While ACOs are not currently mandated to provide MHSA care, the 2014 National Committee for Quality Assurance standards encourages PCMHs seeking accreditation to “support patients’ behavioral health. This includes disclosing to patients a practice’s behavioral health care capabilities and collaborating with behavioral health care providers.” The American Association of Family Physicians also recently advocated for MHSA integration into PCMHs.
Given that the models are in relative infancy, predictions of the imminent demise of FFS reimbursement, the clinical hour and independent psychology practice appear hyperbolic. Delbanco reports the industry’s goal is for P4P to comprise only 20 percent of national reimbursement by 2020.

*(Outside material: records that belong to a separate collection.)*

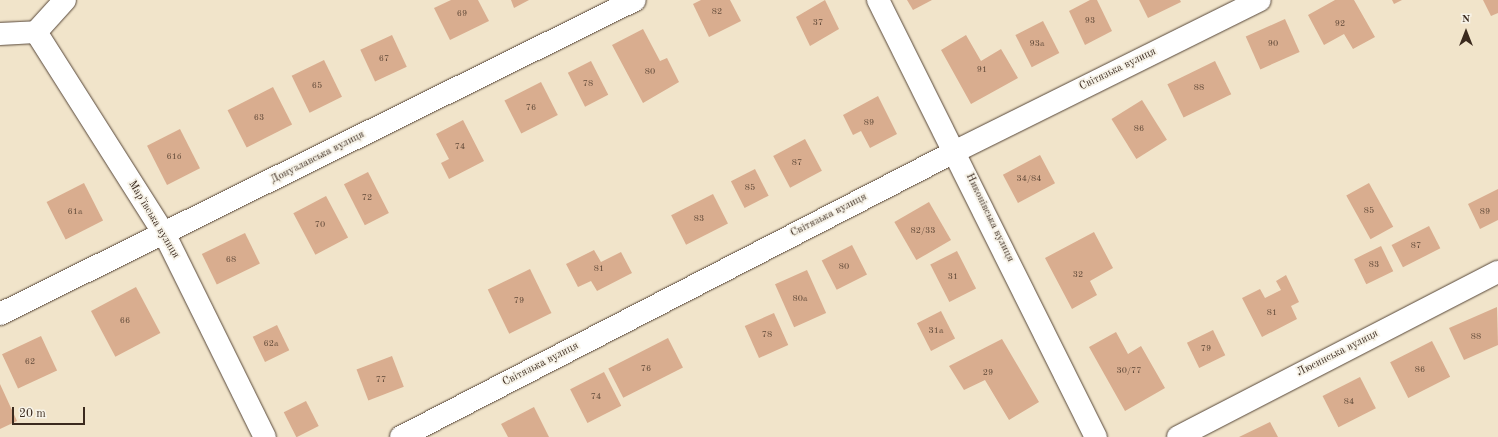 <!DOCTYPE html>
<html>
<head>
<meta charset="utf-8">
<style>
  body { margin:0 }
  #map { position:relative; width:1498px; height:437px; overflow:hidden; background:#f1e4ca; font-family:"Old Standard TT",serif }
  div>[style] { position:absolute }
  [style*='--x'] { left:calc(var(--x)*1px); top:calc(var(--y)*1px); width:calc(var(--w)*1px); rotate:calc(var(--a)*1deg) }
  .building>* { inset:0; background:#d9ad8f; transform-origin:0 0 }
  .roads { filter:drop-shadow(0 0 1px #564638) drop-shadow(0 0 1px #564638) }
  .minor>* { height:22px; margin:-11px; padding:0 11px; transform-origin:11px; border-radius:11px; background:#fff }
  span { translate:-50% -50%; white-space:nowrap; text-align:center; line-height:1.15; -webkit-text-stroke:3.5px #f7f3e8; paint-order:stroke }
  .number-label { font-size:9px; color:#624b3a }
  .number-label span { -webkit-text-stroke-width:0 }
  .street-label { font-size:11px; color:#3b2a1e }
  .north { position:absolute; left:1446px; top:12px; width:40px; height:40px; -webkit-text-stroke:3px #f7f3e8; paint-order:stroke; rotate:0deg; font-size:11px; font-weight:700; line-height:16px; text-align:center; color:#3b2a1e }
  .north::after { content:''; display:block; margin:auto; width:14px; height:18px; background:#3b2a1e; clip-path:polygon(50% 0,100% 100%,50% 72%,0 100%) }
  .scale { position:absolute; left:12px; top:407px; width:73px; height:18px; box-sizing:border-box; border:2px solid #3b2a1e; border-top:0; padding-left:5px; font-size:12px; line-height:14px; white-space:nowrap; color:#3b2a1e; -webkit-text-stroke:3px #f7f3e8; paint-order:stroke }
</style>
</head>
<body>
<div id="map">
  <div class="building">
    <div style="clip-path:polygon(451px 0,478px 0,489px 21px,450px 40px,434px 8px)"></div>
    <div style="clip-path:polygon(511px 0,529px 0,514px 8px)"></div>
    <div style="clip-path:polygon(701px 0,730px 0,741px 21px,709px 37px,693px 4px)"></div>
    <div style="clip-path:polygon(825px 0,839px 29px,810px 46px,796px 17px)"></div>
    <div style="clip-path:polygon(907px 0,932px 0,913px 10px)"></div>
    <div style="clip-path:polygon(1090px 0,1097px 0,1112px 31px,1085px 45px,1069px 11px)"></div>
    <div style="clip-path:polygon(1139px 0,1180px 0,1181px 2px,1148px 18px)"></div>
    <div style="clip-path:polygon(1335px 0,1354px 0,1375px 37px,1353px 49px,1344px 34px,1324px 45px,1308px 15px)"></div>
    <div style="clip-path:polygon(1392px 0,1402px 0,1394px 4px)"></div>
    <div style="clip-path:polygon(1483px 0,1498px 0,1498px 13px,1491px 16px)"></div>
    <div style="left:1285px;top:19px;width:36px;height:43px;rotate:66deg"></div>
    <div style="left:1043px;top:21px;width:36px;height:31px;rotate:63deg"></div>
    <div style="clip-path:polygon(643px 29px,660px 61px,667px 58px,679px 82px,643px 103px,612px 45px)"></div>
    <div style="left:392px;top:35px;width:35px;height:35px;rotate:65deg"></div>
    <div style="clip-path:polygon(966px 35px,981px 61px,1001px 49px,1018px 78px,971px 104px,941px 50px)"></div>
    <div style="left:324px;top:60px;width:41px;height:36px;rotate:64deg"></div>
    <div style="left:591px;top:61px;width:38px;height:26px;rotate:63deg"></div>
    <div style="left:1215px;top:61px;width:37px;height:53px;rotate:64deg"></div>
    <div style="left:541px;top:82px;width:37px;height:41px;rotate:63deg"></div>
    <div style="left:273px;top:87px;width:42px;height:51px;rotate:63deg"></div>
    <div style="clip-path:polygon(878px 96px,897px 134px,870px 148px,861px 131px,853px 135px,843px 115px)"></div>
    <div style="left:1142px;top:100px;width:47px;height:36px;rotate:58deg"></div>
    <div style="clip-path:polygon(463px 120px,484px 161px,449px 179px,441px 163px,449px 159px,436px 134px)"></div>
    <div style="left:180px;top:129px;width:44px;height:37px;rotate:63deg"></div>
    <div style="left:805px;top:139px;width:36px;height:36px;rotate:62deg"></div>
    <div style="left:1040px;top:155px;width:32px;height:42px;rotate:62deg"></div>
    <div style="left:755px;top:169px;width:30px;height:27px;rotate:63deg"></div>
    <div style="left:368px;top:172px;width:46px;height:27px;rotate:63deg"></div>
    <div style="left:84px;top:183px;width:42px;height:42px;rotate:63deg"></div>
    <div style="left:1369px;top:183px;width:50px;height:26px;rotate:61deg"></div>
    <div style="clip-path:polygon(1498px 189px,1498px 220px,1480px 229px,1468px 204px)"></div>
    <div style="left:713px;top:194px;width:33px;height:47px;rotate:63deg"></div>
    <div style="left:326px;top:196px;width:47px;height:37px;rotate:62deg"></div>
    <div style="left:929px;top:202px;width:44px;height:40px;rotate:60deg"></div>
    <div style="left:1429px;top:226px;width:25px;height:42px;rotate:63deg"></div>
    <div style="clip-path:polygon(1094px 232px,1113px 268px,1090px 281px,1097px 295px,1072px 309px,1045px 258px)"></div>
    <div style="left:245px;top:233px;width:34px;height:48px;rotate:64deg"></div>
    <div style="left:852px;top:245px;width:33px;height:34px;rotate:63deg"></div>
    <div style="left:1381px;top:246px;width:28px;height:30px;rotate:64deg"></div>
    <div style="clip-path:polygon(594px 250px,601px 262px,621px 252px,632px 273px,597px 291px,591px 281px,578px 287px,566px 264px)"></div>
    <div style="left:957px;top:251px;width:42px;height:30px;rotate:63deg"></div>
    <div style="left:530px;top:269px;width:49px;height:47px;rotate:64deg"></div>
    <div style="left:807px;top:270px;width:47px;height:35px;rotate:66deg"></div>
    <div style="clip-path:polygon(1286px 275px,1299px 302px,1291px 306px,1297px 319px,1262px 337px,1242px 298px,1260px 289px,1265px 298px,1281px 290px,1276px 281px)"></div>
    <div style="left:136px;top:287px;width:52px;height:51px;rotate:62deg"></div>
    <div style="clip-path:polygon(1497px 307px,1498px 345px,1464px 360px,1449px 328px)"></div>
    <div style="left:941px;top:311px;width:31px;height:27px;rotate:63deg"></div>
    <div style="left:774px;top:313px;width:35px;height:32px;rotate:66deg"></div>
    <div style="left:277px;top:325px;width:28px;height:27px;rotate:64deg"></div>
    <div style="left:1213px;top:330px;width:28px;height:29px;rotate:64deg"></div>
    <div style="clip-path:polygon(1116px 332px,1128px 354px,1141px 346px,1165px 388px,1125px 411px,1089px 347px)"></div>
    <div style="left:41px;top:336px;width:38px;height:43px;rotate:65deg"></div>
    <div style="left:668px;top:338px;width:33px;height:67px;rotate:63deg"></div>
    <div style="clip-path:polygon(1002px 339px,1039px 402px,1009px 420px,985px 380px,964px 390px,949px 366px)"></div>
    <div style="left:1432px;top:341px;width:40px;height:47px;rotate:63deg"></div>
    <div style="left:392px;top:356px;width:33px;height:38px;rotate:69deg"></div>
    <div style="left:604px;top:372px;width:38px;height:38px;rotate:63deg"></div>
    <div style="left:1360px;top:377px;width:35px;height:42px;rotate:63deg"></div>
    <div style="clip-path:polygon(0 384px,17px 421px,0 429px)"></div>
    <div style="left:306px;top:401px;width:28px;height:25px;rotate:63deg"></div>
    <div style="clip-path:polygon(534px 407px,549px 437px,508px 437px,501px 424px)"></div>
    <div style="clip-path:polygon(1270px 422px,1278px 437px,1239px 437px)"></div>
  </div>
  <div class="roads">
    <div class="minor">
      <div style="--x:878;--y:0;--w:488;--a:63.5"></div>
      <div style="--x:36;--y:32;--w:241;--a:57.6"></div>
      <div style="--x:165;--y:235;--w:225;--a:63.7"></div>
      <div style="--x:0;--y:34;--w:36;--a:-3"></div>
      <div style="--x:36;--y:32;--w:43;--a:-47.8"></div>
      <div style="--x:0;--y:314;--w:708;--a:-26.31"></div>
      <div style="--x:401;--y:437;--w:624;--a:-27.26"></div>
      <div style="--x:956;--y:151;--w:339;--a:-26.4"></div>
      <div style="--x:1178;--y:437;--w:360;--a:-27.3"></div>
    </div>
  </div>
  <div class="number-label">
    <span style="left:717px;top:12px">82</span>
    <span style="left:462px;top:14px">69</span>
    <span style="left:1090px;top:21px">93</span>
    <span style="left:818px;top:23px">37</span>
    <span style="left:1340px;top:24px">92</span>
    <span style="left:1037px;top:44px">93а</span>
    <span style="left:1273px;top:44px">90</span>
    <span style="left:384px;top:59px">67</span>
    <span style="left:982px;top:70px">91</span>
    <span style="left:650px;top:72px">80</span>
    <span style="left:588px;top:84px">78</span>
    <span style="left:317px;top:86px">65</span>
    <span style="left:1199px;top:88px">88</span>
    <span style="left:531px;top:108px">76</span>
    <span style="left:259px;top:118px">63</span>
    <span style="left:869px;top:123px">89</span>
    <span style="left:1139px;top:129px">86</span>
    <span style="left:460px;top:147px">74</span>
    <span style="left:174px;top:157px">61б</span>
    <span style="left:797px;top:163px">87</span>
    <span style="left:1029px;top:179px">34/84</span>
    <span style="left:750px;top:188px">85</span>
    <span style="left:367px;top:198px">72</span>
    <span style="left:1369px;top:211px">85</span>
    <span style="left:75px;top:212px">61а</span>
    <span style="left:1485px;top:212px">89</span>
    <span style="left:699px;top:219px">83</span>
    <span style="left:320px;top:225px">70</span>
    <span style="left:923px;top:231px">82/33</span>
    <span style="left:1416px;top:246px">87</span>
    <span style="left:231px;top:260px">68</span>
    <span style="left:1374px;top:265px">83</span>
    <span style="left:844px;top:267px">80</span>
    <span style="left:599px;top:269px">81</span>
    <span style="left:1078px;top:275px">32</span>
    <span style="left:953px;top:277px">31</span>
    <span style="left:800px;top:299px">80а</span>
    <span style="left:519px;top:301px">79</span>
    <span style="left:1272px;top:313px">81</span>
    <span style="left:125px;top:321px">66</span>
    <span style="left:936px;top:331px">31а</span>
    <span style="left:767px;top:335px">78</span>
    <span style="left:1476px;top:337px">88</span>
    <span style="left:271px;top:344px">62а</span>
    <span style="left:1206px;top:349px">79</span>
    <span style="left:30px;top:362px">62</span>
    <span style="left:646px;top:369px">76</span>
    <span style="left:1420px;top:370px">86</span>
    <span style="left:1129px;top:371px">30/77</span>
    <span style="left:988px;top:373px">29</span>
    <span style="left:381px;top:380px">77</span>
    <span style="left:596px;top:397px">74</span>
    <span style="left:1349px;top:402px">84</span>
  </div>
  <div class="street-label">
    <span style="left:1118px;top:70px;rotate:-26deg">Світязька вулиця</span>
    <span style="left:318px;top:158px;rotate:-27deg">Донузлавська вулиця</span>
    <span style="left:829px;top:216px;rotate:-27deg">Світязька вулиця</span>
    <span style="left:989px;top:218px;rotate:64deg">Никонівська вулиця</span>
    <span style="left:153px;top:220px;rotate:59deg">Мар'ївська вулиця</span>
    <span style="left:1338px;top:354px;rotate:-27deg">Люсинська вулиця</span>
    <span style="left:541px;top:365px;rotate:-27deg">Світязька вулиця</span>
  </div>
  <div class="north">N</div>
  <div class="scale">20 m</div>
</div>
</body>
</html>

It is also inarguable that there remains a market for private, confidential care, and that some patients will not be well-served by “curbside” treatment in ACOs and PCMHs. “Not every patient will have their behavioral health needs met exclusively with brief interventions provided within a medical setting,” writes New York psychologist Lubna Somjee. For patients with complex needs, she says, “these settings will benefit from having access to a robust base of independently practicing psychologists.”
Massachusetts psychologist Susan Giurleo, practicing in the state upon whose 2006 reform the ACA was patterned, says unpredictable insurance reimbursement is the greatest current threat to independent practice. In email correspondence, she recommends that given ever-increasing practice expenses, psychologists cultivate additional revenue streams independent of insurance reimbursement.